Exercise objective
Find how many lines in this data contain the string "Documentação". Respond with only that number.

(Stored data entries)
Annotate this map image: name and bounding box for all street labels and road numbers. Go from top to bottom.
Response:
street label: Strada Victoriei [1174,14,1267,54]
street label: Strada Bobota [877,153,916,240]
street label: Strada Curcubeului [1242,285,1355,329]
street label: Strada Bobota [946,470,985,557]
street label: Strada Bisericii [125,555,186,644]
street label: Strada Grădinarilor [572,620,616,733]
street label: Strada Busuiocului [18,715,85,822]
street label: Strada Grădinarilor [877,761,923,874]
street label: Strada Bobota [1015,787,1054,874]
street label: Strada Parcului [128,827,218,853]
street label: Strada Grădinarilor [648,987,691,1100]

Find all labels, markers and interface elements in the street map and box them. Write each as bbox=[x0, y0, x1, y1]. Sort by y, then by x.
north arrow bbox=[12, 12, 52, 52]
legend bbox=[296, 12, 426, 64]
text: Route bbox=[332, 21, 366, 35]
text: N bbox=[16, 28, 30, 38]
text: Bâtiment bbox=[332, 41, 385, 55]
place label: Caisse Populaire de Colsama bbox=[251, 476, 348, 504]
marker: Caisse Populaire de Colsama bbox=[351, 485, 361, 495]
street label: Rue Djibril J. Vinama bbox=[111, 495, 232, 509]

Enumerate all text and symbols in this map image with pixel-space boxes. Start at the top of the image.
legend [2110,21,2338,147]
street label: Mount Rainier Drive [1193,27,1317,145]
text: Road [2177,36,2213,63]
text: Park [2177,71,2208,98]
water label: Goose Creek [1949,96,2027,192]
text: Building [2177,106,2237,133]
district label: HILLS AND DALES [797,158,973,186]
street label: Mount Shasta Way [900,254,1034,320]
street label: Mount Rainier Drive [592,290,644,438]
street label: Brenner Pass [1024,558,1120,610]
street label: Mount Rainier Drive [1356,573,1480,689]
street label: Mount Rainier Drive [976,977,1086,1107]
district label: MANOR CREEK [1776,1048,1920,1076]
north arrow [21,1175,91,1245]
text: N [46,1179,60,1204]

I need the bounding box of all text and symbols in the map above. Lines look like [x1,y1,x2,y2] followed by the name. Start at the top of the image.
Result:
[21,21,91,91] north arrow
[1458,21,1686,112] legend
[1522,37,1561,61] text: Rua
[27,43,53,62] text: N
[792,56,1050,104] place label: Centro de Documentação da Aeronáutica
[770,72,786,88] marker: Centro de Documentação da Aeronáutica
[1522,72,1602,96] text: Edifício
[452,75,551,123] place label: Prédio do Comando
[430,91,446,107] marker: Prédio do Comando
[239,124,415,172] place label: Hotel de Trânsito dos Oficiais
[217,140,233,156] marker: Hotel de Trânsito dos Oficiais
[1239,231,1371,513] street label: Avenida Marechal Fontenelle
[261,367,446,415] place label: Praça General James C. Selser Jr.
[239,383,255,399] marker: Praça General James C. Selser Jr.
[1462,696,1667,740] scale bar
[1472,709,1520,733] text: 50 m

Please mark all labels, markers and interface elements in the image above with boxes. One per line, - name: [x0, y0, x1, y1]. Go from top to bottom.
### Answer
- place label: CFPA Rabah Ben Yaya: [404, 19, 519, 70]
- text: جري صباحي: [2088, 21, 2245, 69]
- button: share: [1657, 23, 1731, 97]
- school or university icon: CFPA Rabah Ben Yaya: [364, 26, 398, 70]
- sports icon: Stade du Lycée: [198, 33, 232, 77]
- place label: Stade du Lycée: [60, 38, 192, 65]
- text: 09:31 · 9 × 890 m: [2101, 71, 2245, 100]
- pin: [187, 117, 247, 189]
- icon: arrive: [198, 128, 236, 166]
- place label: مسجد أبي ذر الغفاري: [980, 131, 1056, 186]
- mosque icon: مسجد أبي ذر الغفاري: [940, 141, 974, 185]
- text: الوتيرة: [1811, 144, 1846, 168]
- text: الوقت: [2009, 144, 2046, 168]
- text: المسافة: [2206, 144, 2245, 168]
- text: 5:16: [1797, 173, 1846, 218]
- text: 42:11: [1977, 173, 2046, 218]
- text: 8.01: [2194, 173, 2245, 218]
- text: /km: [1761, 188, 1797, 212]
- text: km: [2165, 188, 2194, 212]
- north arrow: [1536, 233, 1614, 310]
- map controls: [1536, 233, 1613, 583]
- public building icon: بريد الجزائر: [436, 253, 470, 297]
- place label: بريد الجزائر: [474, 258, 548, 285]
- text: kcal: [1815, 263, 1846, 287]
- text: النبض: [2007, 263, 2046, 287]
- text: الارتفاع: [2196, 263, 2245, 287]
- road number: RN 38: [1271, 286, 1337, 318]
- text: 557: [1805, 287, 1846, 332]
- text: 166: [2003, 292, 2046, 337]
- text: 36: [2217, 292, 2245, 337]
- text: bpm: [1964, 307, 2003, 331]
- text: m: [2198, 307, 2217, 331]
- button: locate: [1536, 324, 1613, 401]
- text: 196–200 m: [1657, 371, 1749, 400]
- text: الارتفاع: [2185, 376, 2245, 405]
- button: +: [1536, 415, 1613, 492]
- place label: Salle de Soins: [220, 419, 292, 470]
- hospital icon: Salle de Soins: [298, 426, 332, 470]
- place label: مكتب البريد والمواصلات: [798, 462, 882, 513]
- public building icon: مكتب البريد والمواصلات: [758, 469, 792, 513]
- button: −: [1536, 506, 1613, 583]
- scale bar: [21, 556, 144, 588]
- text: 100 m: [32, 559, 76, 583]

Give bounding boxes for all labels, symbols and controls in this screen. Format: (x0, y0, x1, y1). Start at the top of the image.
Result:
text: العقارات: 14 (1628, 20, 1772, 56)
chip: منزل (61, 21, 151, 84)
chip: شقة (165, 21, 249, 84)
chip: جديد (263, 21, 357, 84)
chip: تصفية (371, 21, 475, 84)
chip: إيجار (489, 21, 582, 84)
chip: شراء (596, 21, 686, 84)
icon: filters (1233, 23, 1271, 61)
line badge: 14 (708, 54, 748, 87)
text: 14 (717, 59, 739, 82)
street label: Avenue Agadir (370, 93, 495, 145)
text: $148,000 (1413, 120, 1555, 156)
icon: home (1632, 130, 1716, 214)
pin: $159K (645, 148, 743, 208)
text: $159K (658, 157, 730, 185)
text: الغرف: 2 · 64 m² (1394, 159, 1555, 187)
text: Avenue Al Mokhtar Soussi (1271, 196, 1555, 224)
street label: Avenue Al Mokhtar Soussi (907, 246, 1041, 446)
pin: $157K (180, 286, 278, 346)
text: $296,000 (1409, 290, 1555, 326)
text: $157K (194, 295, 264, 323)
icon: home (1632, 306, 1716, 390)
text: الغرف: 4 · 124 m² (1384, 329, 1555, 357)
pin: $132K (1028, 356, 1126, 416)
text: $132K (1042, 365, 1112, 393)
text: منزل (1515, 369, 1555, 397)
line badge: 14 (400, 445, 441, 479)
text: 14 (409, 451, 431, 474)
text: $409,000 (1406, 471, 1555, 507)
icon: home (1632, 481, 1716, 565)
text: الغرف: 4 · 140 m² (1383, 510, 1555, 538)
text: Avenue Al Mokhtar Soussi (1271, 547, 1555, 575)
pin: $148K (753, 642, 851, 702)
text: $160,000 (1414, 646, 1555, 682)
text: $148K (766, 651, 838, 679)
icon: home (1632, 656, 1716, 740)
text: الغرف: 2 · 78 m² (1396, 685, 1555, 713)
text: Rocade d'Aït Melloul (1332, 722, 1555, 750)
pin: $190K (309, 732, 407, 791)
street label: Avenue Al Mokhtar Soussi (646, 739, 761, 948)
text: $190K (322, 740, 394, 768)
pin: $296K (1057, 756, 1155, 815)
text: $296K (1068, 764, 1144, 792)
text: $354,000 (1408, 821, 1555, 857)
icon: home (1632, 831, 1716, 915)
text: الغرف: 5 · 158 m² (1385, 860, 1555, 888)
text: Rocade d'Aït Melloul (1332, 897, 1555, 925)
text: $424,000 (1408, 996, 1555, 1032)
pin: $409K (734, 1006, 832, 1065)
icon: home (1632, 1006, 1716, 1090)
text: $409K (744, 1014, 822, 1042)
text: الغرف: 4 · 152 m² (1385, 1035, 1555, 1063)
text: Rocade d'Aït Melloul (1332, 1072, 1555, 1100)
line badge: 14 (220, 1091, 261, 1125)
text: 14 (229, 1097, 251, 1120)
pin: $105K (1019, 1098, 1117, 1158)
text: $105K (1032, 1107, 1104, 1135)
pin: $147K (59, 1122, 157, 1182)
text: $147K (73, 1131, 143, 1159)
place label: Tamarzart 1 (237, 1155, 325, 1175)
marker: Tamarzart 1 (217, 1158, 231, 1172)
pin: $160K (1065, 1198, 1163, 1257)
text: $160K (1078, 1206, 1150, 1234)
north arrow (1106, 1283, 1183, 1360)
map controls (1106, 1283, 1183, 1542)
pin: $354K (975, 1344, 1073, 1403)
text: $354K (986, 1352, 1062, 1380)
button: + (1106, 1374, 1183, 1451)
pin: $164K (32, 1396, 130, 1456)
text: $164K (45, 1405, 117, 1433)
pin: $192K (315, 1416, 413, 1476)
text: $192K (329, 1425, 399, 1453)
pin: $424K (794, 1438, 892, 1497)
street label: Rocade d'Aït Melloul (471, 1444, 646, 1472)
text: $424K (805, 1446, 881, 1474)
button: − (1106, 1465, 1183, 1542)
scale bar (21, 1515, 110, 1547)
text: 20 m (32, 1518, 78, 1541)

Solved problem
2